Step 8.3, according to translation shaft movement direction angle error to the linearity error δ in Different Plane on k directions_ijInfluence, Obtain translation shaft movement direction angle error ε_iiCalculation formula is：

<mrow> <msub> <mi>&amp;epsiv;</mi> <mrow> <mi>i</mi> <mi>i</mi> </mrow> </msub> <mrow> <mo>(</mo> <mi>p</mi> <mo>)</mo> </mrow> <mo>=</mo> <mi>arctan</mi> <mfrac> <mrow> <msub> <mi>&amp;delta;</mi> <mrow> <mi>i</mi> <mi>j</mi> </mrow> </msub> <mrow> <mo>(</mo> <mi>p</mi> <mo>)</mo> </mrow> <mo>-</mo> <msub> <mi>&amp;delta;</mi> <mrow> <mi>i</mi> <mi>j</mi> <mn>2</mn> </mrow> </msub> <mrow> <mo>(</mo> <mi>p</mi> <mo>)</mo> </mrow> </mrow> <mi>L</mi> </mfrac> <mo>=</mo> <mfrac> <mrow> <msub> <mi>&amp;delta;</mi> <mrow> <mi>i</mi> <mi>j</mi> </mrow> </msub> <mrow> <mo>(</mo> <mi>p</mi> <mo>)</mo> </mrow> <mo>-</mo> <msub> <mi>&amp;delta;</mi> <mrow> <mi>i</mi> <mi>j</mi> <mn>2</mn> </mrow> </msub> <mrow> <mo>(</mo> <mi>p</mi> <mo>)</mo> </mrow> </mrow> <mi>L</mi> </mfrac> </mrow>

Wherein ε_ii(p) k directions movement direction angle error at translation shaft measurement point p is represented.

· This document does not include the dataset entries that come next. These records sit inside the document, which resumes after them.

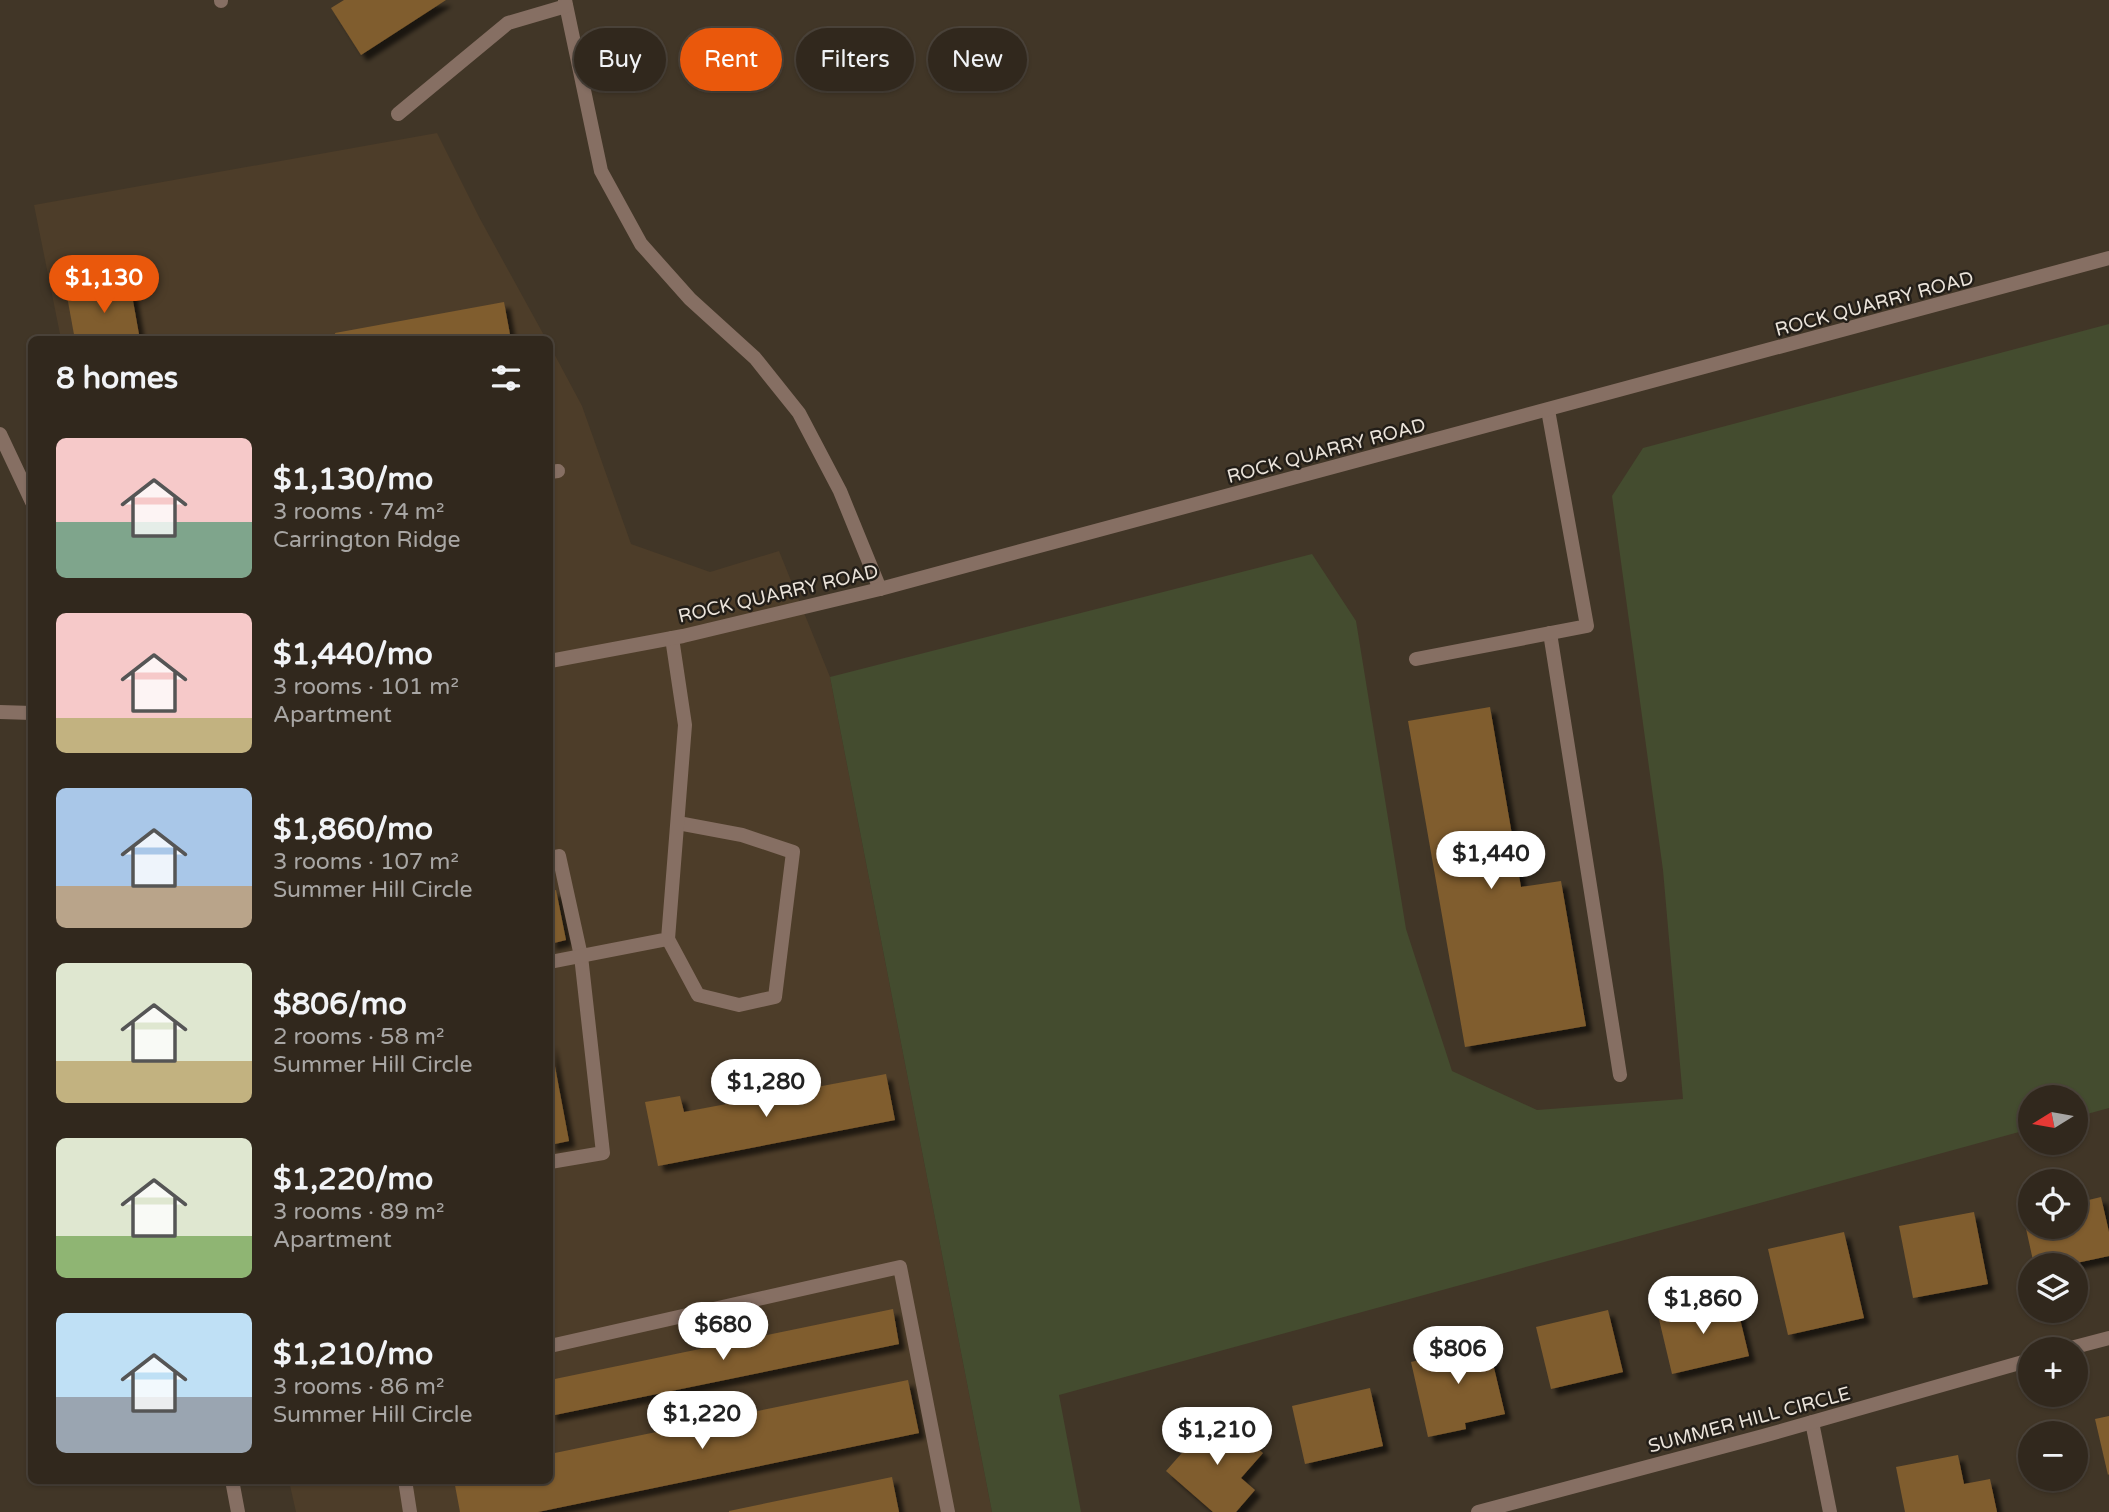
<!DOCTYPE html>
<meta charset="utf-8">
<style>
:root{--surface:#31281d;--page:#3d342a;--text:#f1f3f6;--muted:#a8a6a4;--line:#4c443b;--accent:#ea580c}
body{margin:0;font-family:"Varela Round",sans-serif;background:var(--page);color:var(--text);height:100vh;display:flex;flex-direction:column;font-size:26px;white-space:nowrap}
*{box-sizing:border-box;margin:0}
p{font-size:23px;color:var(--muted)}
.icon{flex:none;width:38px;height:38px;fill:none;stroke:currentColor;stroke-width:2;stroke-linecap:round;stroke-linejoin:round}
.map{position:relative;flex:1;overflow:hidden}
.side{position:absolute;left:28px;top:336px;width:525px;height:1148px;display:flex;flex-direction:column;background:var(--surface);border-radius:10px;box-shadow:0 2px 5px #0004,0 0 0 2px var(--line)}
.side>*{flex:none}
.guide{position:absolute;left:574px;top:28px;width:665px;height:63px;display:flex;gap:14px}
.needle{width:46px;rotate:259deg}
.fabs{position:absolute;left:2018px;top:1085px;display:grid;gap:14px}
.fabs a{display:grid;place-items:center;width:70px;height:70px;border-radius:50%;background:var(--surface);box-shadow:0 2px 5px #0004,0 0 0 2px var(--line);font-size:35px}
.price{position:absolute;translate:-50% -60px;padding:0 16px;border-radius:24px;background:#fff;color:#222;font-size:23px;line-height:46px;filter:drop-shadow(0 2px 4px #0008)}
.price::after{content:'';position:absolute;left:50%;top:42px;width:21px;height:16px;margin-left:-10px;background:inherit;clip-path:polygon(0 0,100% 0,50% 100%)}
.price.active{background:var(--accent);color:#fff}
ul{padding:0;list-style:none}
li{display:flex;align-items:center;gap:21px;height:175px;padding:0 28px}
li span{display:grid;place-items:center;flex:none;width:196px;height:140px;border-radius:10px;color:#555}
li>.icon{margin-inline-start:auto}
span .icon{width:84px;height:84px;fill:#fffc;stroke-width:1}
li b{font-size:30px}
h2{display:flex;justify-content:space-between;align-items:center;height:84px;padding:0 28px;font-size:30px}
.tag{padding:0 24px;border-radius:32px;background:var(--surface);box-shadow:0 2px 5px #0004,0 0 0 2px var(--line);font-size:24px;line-height:63px}
.tag.active{background:var(--accent);color:#fff}
.map>svg:first-child{display:block}
</style>
<div class="map">
<svg width="2109" height="1512" viewBox="0 0 2109 1512">
<defs>
<filter id="shadow"><feDropShadow dx="6" dy="6" stdDeviation="2" flood-color="#0009"/></filter>
</defs>
<rect width="100%" height="100%" fill="#413627"/>
<g fill="#4d3d29">
<polygon points="437,133 479,217 546,339 61,339 34,205"/>
<polygon points="550,346 582,406 631,544 710,572 779,551 830,677 992,1512 296,1512 289,1481 550,1480"/>
</g>
<polygon fill="#444c2f" points="2109,324 2109,1108 2076,1117 2076,1097 2030,1097 2030,1129 1059,1395 1081,1512 992,1512 830,677 1312,554 1356,621 1406,929 1452,1071 1537,1110 1683,1099 1663,870 1612,496 1643,448"/>
<g fill="#805d2e" filter="url(#shadow)">
<polygon points="344,0 446,0 361,55 331,8"/>
<polygon points="130,284 140,340 75,340 67,296"/>
<polygon points="504,302 511,340 336,340 335,333"/>
<polygon points="1490,707 1521,887 1561,881 1586,1026 1465,1047 1408,721"/>
<polygon points="556,890 566,940 550,944 550,891"/>
<polygon points="550,1040 569,1141 550,1145"/>
<polygon points="886,1074 895,1120 658,1166 645,1102 680,1096 684,1112"/>
<polygon points="2101,1197 2109,1232 2109,1256 2067,1265 2034,1265 2023,1215 2030,1213 2030,1227 2076,1227 2076,1203"/>
<polygon points="1974,1212 1988,1284 1913,1298 1899,1226"/>
<polygon points="1844,1232 1864,1318 1788,1335 1768,1249"/>
<polygon points="1735,1298 1749,1356 1672,1374 1658,1315"/>
<polygon points="893,1309 899,1344 550,1416 550,1380"/>
<polygon points="1608,1310 1623,1372 1551,1389 1536,1327"/>
<polygon points="1485,1330 1505,1414 1465,1423 1466,1429 1428,1437 1411,1362 1453,1352 1450,1338"/>
<polygon points="908,1380 919,1433 538,1512 460,1512 454,1480 550,1480 550,1454"/>
<polygon points="1370,1388 1383,1446 1305,1464 1292,1406"/>
<polygon points="1217,1413 1263,1453 1241,1478 1255,1490 1236,1512 1213,1512 1166,1471"/>
<polygon points="2109,1416 2109,1474 2108,1475 2095,1419"/>
<polygon points="1958,1455 1964,1484 1990,1479 1997,1512 1905,1512 1896,1467"/>
<polygon points="892,1477 899,1512 729,1512 729,1511"/>
</g>
<g fill="none" stroke-linecap="round" stroke-linejoin="round">
<g stroke="#866f63" stroke-width="14">
<polyline points="550,472 558,471"/>
<polyline points="1550,633 1620,1075"/>
<polyline points="1416,659 1587,626 1548,410"/>
<polyline points="550,858 559,856 581,956 603,1153 550,1162"/>
<polyline points="668,939 698,995 739,1005 775,997 793,852 742,835 678,823"/>
<polyline points="550,962 668,939 685,725 672,638"/>
<polyline points="550,1346 900,1267 948,1512"/>
<polyline points="405,1480 410,1512"/>
</g>
<g stroke="#866f63" stroke-width="14">
<polyline points="565,0 601,171 641,244 690,299 755,358 799,413 840,491 880,589"/>
<polyline points="221,1 221,0"/>
<polyline points="398,114 508,23 566,6"/>
<polyline points="0,434 32,502"/>
<polyline points="2067,1349 2109,1338"/>
<polyline points="1812,1422 1830,1512"/>
<polyline points="1478,1512 1763,1436 2030,1360"/>
</g>
<g stroke="#866f63" stroke-width="14">
<polyline points="550,661 683,636 880,589 2109,258"/>
<polyline points="0,712 32,713"/>
<polyline points="232,1480 238,1512"/>
</g>
</g>
<g text-anchor="middle" stroke-width="5" stroke-linejoin="round" paint-order="stroke">
<g font-size="19" fill="#ebe4db" stroke="#231e18">
<text transform="translate(1874 303) rotate(-15)" y="7">ROCK QUARRY ROAD</text>
<text transform="translate(1326 450) rotate(-15)" y="7">ROCK QUARRY ROAD</text>
<text transform="translate(778 593) rotate(-13)" y="7">ROCK QUARRY ROAD</text>
<text transform="translate(1749 1419) rotate(-15)" y="7">SUMMER HILL CIRCLE</text>
</g>
</g>
</svg>
<div class="fabs">
<a><svg class="needle" viewBox="-14 -14 28 28"><path d="M0-13l5 13h-10z" fill="#e53935"/><path d="M0 13l5-13h-10z" fill="#a8a6a4"/></svg></a>
<a><svg class="icon" aria-label="locate" viewBox="0 0 24 24"><circle cx="12" cy="12" r="6"/><path d="M12 2v4M12 18v4M2 12h4M18 12h4"/></svg></a>
<a><svg class="icon" aria-label="layers" viewBox="0 0 24 24"><path d="M12 4l9 5-9 5-9-5zM3 14l9 5 9-5"/></svg></a>
<a>+</a>
<a>−</a>
</div>
<b class="price active" style="left:104px;top:315px">$1,130</b>
<b class="price" style="left:1491px;top:891px">$1,440</b>
<b class="price" style="left:766px;top:1119px">$1,280</b>
<b class="price" style="left:1703px;top:1336px">$1,860</b>
<b class="price" style="left:723px;top:1362px">$680</b>
<b class="price" style="left:1458px;top:1386px">$806</b>
<b class="price" style="left:702px;top:1451px">$1,220</b>
<b class="price" style="left:1217px;top:1467px">$1,210</b>
<div class="guide">
<a class="tag">Buy</a>
<a class="tag active">Rent</a>
<a class="tag">Filters</a>
<a class="tag">New</a>
</div>
<section class="side">
<h2>8 homes<svg class="icon" aria-label="filters" viewBox="0 0 24 24"><path d="M4 7h16M4 17h16"/><circle cx="9" cy="7" r="2"/><circle cx="15" cy="17" r="2"/></svg></h2>
<ul>
<li><span style="background:linear-gradient(#f6c9c9 60%,#7fa58c 0)"><svg class="icon" aria-label="home" viewBox="0 0 24 24"><path d="M3 11l9-7 9 7M6 9v11h12V9"/></svg></span><div><b>$1,130/mo</b><p>3 rooms · 74 m²</p><p>Carrington Ridge</p></div></li>
<li><span style="background:linear-gradient(#f6c9c9 75%,#c2b280 0)"><svg class="icon" aria-label="home" viewBox="0 0 24 24"><path d="M3 11l9-7 9 7M6 9v11h12V9"/></svg></span><div><b>$1,440/mo</b><p>3 rooms · 101 m²</p><p>Apartment</p></div></li>
<li><span style="background:linear-gradient(#a9c7e8 70%,#b9a48a 0)"><svg class="icon" aria-label="home" viewBox="0 0 24 24"><path d="M3 11l9-7 9 7M6 9v11h12V9"/></svg></span><div><b>$1,860/mo</b><p>3 rooms · 107 m²</p><p>Summer Hill Circle</p></div></li>
<li><span style="background:linear-gradient(#dfe7d0 70%,#c2b280 0)"><svg class="icon" aria-label="home" viewBox="0 0 24 24"><path d="M3 11l9-7 9 7M6 9v11h12V9"/></svg></span><div><b>$806/mo</b><p>2 rooms · 58 m²</p><p>Summer Hill Circle</p></div></li>
<li><span style="background:linear-gradient(#dfe7d0 70%,#8fb573 0)"><svg class="icon" aria-label="home" viewBox="0 0 24 24"><path d="M3 11l9-7 9 7M6 9v11h12V9"/></svg></span><div><b>$1,220/mo</b><p>3 rooms · 89 m²</p><p>Apartment</p></div></li>
<li><span style="background:linear-gradient(#bfe0f5 60%,#9aa5b1 0)"><svg class="icon" aria-label="home" viewBox="0 0 24 24"><path d="M3 11l9-7 9 7M6 9v11h12V9"/></svg></span><div><b>$1,210/mo</b><p>3 rooms · 86 m²</p><p>Summer Hill Circle</p></div></li>
</ul>
</section>
</div>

9. a kind of lathe translation shaft geometric error method for fast measuring based on laser interferometer according to claim 1, It is characterized in that：In each measurement point of translation shaft, translation shaft geometric error is calculated, is become with translation shaft change in location Change.

10. a kind of lathe translation shaft geometric error method for fast measuring based on laser interferometer according to claim 1, It is characterized in that：Laser interferometer has two laser beam emitting devices.